» **EXERCISE**
What you output should match the data below exactly.
Segment Open
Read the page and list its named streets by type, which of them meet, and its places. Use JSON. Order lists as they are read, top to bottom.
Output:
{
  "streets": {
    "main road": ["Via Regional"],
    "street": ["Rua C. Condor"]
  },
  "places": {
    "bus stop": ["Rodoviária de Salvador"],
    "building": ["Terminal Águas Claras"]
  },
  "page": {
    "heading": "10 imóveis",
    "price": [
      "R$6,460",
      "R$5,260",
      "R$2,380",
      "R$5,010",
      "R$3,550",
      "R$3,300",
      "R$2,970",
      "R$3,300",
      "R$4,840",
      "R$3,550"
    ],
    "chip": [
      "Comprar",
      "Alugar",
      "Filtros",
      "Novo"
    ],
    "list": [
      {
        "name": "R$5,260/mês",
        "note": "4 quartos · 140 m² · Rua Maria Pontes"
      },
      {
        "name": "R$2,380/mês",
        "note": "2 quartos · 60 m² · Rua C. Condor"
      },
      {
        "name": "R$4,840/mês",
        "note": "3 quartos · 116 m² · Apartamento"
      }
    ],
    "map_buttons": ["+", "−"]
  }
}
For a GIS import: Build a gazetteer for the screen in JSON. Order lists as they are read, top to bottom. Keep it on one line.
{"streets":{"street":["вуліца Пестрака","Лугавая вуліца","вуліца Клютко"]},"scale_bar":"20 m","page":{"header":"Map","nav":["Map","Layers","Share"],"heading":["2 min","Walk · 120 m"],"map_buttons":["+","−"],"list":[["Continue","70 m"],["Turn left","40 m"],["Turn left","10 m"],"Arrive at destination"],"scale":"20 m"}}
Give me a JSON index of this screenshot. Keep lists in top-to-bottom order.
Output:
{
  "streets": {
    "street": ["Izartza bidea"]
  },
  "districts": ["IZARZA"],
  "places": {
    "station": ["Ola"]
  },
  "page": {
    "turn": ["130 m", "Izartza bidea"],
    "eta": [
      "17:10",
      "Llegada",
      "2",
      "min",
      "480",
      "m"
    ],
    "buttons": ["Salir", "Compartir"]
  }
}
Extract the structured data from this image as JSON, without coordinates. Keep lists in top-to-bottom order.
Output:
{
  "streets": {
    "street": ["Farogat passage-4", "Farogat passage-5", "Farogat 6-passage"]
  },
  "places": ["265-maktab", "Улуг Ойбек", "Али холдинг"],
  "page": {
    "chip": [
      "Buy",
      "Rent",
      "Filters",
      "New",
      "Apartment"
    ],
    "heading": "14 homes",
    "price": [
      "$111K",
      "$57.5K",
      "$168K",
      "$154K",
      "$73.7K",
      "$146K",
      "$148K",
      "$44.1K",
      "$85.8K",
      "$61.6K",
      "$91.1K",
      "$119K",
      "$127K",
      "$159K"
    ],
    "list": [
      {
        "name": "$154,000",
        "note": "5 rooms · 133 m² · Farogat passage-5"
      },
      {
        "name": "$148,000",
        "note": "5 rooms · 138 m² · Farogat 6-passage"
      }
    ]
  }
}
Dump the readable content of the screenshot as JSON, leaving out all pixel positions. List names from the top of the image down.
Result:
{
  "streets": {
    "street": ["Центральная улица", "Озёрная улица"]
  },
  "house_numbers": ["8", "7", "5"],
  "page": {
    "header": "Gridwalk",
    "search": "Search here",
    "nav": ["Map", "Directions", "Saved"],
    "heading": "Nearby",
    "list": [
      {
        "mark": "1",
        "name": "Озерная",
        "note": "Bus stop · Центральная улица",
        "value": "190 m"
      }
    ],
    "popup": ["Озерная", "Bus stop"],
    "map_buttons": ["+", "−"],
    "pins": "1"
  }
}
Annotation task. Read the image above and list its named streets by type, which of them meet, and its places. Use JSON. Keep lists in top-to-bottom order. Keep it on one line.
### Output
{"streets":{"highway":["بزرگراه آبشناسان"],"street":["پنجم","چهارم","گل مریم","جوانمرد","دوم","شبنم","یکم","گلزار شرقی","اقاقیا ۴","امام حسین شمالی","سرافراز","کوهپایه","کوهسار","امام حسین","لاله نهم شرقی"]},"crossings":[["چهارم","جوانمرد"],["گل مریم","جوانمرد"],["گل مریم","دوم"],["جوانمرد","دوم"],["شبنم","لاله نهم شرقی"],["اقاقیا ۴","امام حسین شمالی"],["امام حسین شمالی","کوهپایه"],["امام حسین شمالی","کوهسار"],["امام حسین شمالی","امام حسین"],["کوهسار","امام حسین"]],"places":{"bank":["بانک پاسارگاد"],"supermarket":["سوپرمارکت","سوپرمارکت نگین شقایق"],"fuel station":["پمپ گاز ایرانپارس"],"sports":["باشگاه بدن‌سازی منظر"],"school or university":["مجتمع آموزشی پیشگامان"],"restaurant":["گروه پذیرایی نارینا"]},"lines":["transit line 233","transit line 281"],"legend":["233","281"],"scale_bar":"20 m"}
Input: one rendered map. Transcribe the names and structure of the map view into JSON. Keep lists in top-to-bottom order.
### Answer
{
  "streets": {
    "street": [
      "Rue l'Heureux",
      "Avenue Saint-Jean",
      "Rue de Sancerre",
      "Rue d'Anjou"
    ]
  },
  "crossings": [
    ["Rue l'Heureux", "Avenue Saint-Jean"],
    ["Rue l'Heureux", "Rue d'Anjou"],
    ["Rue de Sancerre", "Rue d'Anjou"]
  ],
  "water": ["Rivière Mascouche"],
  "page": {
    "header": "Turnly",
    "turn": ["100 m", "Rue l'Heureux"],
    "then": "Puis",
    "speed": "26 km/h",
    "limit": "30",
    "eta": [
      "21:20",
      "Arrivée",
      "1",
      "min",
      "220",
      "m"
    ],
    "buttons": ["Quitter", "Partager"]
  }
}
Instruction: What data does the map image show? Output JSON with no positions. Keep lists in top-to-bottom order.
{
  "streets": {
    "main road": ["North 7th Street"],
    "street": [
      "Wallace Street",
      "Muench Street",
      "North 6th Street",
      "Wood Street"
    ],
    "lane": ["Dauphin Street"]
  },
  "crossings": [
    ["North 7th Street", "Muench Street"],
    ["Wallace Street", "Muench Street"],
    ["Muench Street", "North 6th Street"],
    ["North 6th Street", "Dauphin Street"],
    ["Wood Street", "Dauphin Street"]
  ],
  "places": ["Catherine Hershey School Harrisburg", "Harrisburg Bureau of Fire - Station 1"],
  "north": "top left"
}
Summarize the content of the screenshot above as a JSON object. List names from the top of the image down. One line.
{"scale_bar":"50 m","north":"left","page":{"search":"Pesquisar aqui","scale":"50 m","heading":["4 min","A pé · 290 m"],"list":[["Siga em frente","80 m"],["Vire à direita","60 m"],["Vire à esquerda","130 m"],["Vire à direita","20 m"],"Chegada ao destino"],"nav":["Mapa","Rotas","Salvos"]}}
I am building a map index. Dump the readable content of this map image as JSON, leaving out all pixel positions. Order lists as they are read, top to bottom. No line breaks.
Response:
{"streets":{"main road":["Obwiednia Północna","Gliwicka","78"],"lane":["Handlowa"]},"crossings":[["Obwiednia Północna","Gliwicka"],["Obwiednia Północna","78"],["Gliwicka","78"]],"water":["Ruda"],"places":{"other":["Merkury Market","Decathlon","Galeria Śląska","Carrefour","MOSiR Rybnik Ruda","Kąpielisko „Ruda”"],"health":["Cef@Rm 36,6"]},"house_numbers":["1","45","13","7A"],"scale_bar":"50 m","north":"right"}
Segment Closed
» **TASK RESULT**
Read the page and list its named streets by type, which of them meet, and its places. Use JSON. Order lists as they are read, top to bottom.
Output:
{
  "streets": {
    "main road": ["Via Regional"],
    "street": ["Rua C. Condor"]
  },
  "places": {
    "bus stop": ["Rodoviária de Salvador"],
    "building": ["Terminal Águas Claras"]
  },
  "page": {
    "heading": "10 imóveis",
    "price": [
      "R$6,460",
      "R$5,260",
      "R$2,380",
      "R$5,010",
      "R$3,550",
      "R$3,300",
      "R$2,970",
      "R$3,300",
      "R$4,840",
      "R$3,550"
    ],
    "chip": [
      "Comprar",
      "Alugar",
      "Filtros",
      "Novo"
    ],
    "list": [
      {
        "name": "R$5,260/mês",
        "note": "4 quartos · 140 m² · Rua Maria Pontes"
      },
      {
        "name": "R$2,380/mês",
        "note": "2 quartos · 60 m² · Rua C. Condor"
      },
      {
        "name": "R$4,840/mês",
        "note": "3 quartos · 116 m² · Apartamento"
      }
    ],
    "map_buttons": ["+", "−"]
  }
}
For a GIS import: Build a gazetteer for the screen in JSON. Order lists as they are read, top to bottom. Keep it on one line.
{"streets":{"street":["вуліца Пестрака","Лугавая вуліца","вуліца Клютко"]},"scale_bar":"20 m","page":{"header":"Map","nav":["Map","Layers","Share"],"heading":["2 min","Walk · 120 m"],"map_buttons":["+","−"],"list":[["Continue","70 m"],["Turn left","40 m"],["Turn left","10 m"],"Arrive at destination"],"scale":"20 m"}}
Give me a JSON index of this screenshot. Keep lists in top-to-bottom order.
Output:
{
  "streets": {
    "street": ["Izartza bidea"]
  },
  "districts": ["IZARZA"],
  "places": {
    "station": ["Ola"]
  },
  "page": {
    "turn": ["130 m", "Izartza bidea"],
    "eta": [
      "17:10",
      "Llegada",
      "2",
      "min",
      "480",
      "m"
    ],
    "buttons": ["Salir", "Compartir"]
  }
}
Extract the structured data from this image as JSON, without coordinates. Keep lists in top-to-bottom order.
Output:
{
  "streets": {
    "street": ["Farogat passage-4", "Farogat passage-5", "Farogat 6-passage"]
  },
  "places": ["265-maktab", "Улуг Ойбек", "Али холдинг"],
  "page": {
    "chip": [
      "Buy",
      "Rent",
      "Filters",
      "New",
      "Apartment"
    ],
    "heading": "14 homes",
    "price": [
      "$111K",
      "$57.5K",
      "$168K",
      "$154K",
      "$73.7K",
      "$146K",
      "$148K",
      "$44.1K",
      "$85.8K",
      "$61.6K",
      "$91.1K",
      "$119K",
      "$127K",
      "$159K"
    ],
    "list": [
      {
        "name": "$154,000",
        "note": "5 rooms · 133 m² · Farogat passage-5"
      },
      {
        "name": "$148,000",
        "note": "5 rooms · 138 m² · Farogat 6-passage"
      }
    ]
  }
}
Dump the readable content of the screenshot as JSON, leaving out all pixel positions. List names from the top of the image down.
Result:
{
  "streets": {
    "street": ["Центральная улица", "Озёрная улица"]
  },
  "house_numbers": ["8", "7", "5"],
  "page": {
    "header": "Gridwalk",
    "search": "Search here",
    "nav": ["Map", "Directions", "Saved"],
    "heading": "Nearby",
    "list": [
      {
        "mark": "1",
        "name": "Озерная",
        "note": "Bus stop · Центральная улица",
        "value": "190 m"
      }
    ],
    "popup": ["Озерная", "Bus stop"],
    "map_buttons": ["+", "−"],
    "pins": "1"
  }
}
Annotation task. Read the image above and list its named streets by type, which of them meet, and its places. Use JSON. Keep lists in top-to-bottom order. Keep it on one line.
### Output
{"streets":{"highway":["بزرگراه آبشناسان"],"street":["پنجم","چهارم","گل مریم","جوانمرد","دوم","شبنم","یکم","گلزار شرقی","اقاقیا ۴","امام حسین شمالی","سرافراز","کوهپایه","کوهسار","امام حسین","لاله نهم شرقی"]},"crossings":[["چهارم","جوانمرد"],["گل مریم","جوانمرد"],["گل مریم","دوم"],["جوانمرد","دوم"],["شبنم","لاله نهم شرقی"],["اقاقیا ۴","امام حسین شمالی"],["امام حسین شمالی","کوهپایه"],["امام حسین شمالی","کوهسار"],["امام حسین شمالی","امام حسین"],["کوهسار","امام حسین"]],"places":{"bank":["بانک پاسارگاد"],"supermarket":["سوپرمارکت","سوپرمارکت نگین شقایق"],"fuel station":["پمپ گاز ایرانپارس"],"sports":["باشگاه بدن‌سازی منظر"],"school or university":["مجتمع آموزشی پیشگامان"],"restaurant":["گروه پذیرایی نارینا"]},"lines":["transit line 233","transit line 281"],"legend":["233","281"],"scale_bar":"20 m"}
Input: one rendered map. Transcribe the names and structure of the map view into JSON. Keep lists in top-to-bottom order.
### Answer
{
  "streets": {
    "street": [
      "Rue l'Heureux",
      "Avenue Saint-Jean",
      "Rue de Sancerre",
      "Rue d'Anjou"
    ]
  },
  "crossings": [
    ["Rue l'Heureux", "Avenue Saint-Jean"],
    ["Rue l'Heureux", "Rue d'Anjou"],
    ["Rue de Sancerre", "Rue d'Anjou"]
  ],
  "water": ["Rivière Mascouche"],
  "page": {
    "header": "Turnly",
    "turn": ["100 m", "Rue l'Heureux"],
    "then": "Puis",
    "speed": "26 km/h",
    "limit": "30",
    "eta": [
      "21:20",
      "Arrivée",
      "1",
      "min",
      "220",
      "m"
    ],
    "buttons": ["Quitter", "Partager"]
  }
}
Instruction: What data does the map image show? Output JSON with no positions. Keep lists in top-to-bottom order.
{
  "streets": {
    "main road": ["North 7th Street"],
    "street": [
      "Wallace Street",
      "Muench Street",
      "North 6th Street",
      "Wood Street"
    ],
    "lane": ["Dauphin Street"]
  },
  "crossings": [
    ["North 7th Street", "Muench Street"],
    ["Wallace Street", "Muench Street"],
    ["Muench Street", "North 6th Street"],
    ["North 6th Street", "Dauphin Street"],
    ["Wood Street", "Dauphin Street"]
  ],
  "places": ["Catherine Hershey School Harrisburg", "Harrisburg Bureau of Fire - Station 1"],
  "north": "top left"
}
Summarize the content of the screenshot above as a JSON object. List names from the top of the image down. One line.
{"scale_bar":"50 m","north":"left","page":{"search":"Pesquisar aqui","scale":"50 m","heading":["4 min","A pé · 290 m"],"list":[["Siga em frente","80 m"],["Vire à direita","60 m"],["Vire à esquerda","130 m"],["Vire à direita","20 m"],"Chegada ao destino"],"nav":["Mapa","Rotas","Salvos"]}}
I am building a map index. Dump the readable content of this map image as JSON, leaving out all pixel positions. Order lists as they are read, top to bottom. No line breaks.
Response:
{"streets":{"main road":["Obwiednia Północna","Gliwicka","78"],"lane":["Handlowa"]},"crossings":[["Obwiednia Północna","Gliwicka"],["Obwiednia Północna","78"],["Gliwicka","78"]],"water":["Ruda"],"places":{"other":["Merkury Market","Decathlon","Galeria Śląska","Carrefour","MOSiR Rybnik Ruda","Kąpielisko „Ruda”"],"health":["Cef@Rm 36,6"]},"house_numbers":["1","45","13","7A"],"scale_bar":"50 m","north":"right"}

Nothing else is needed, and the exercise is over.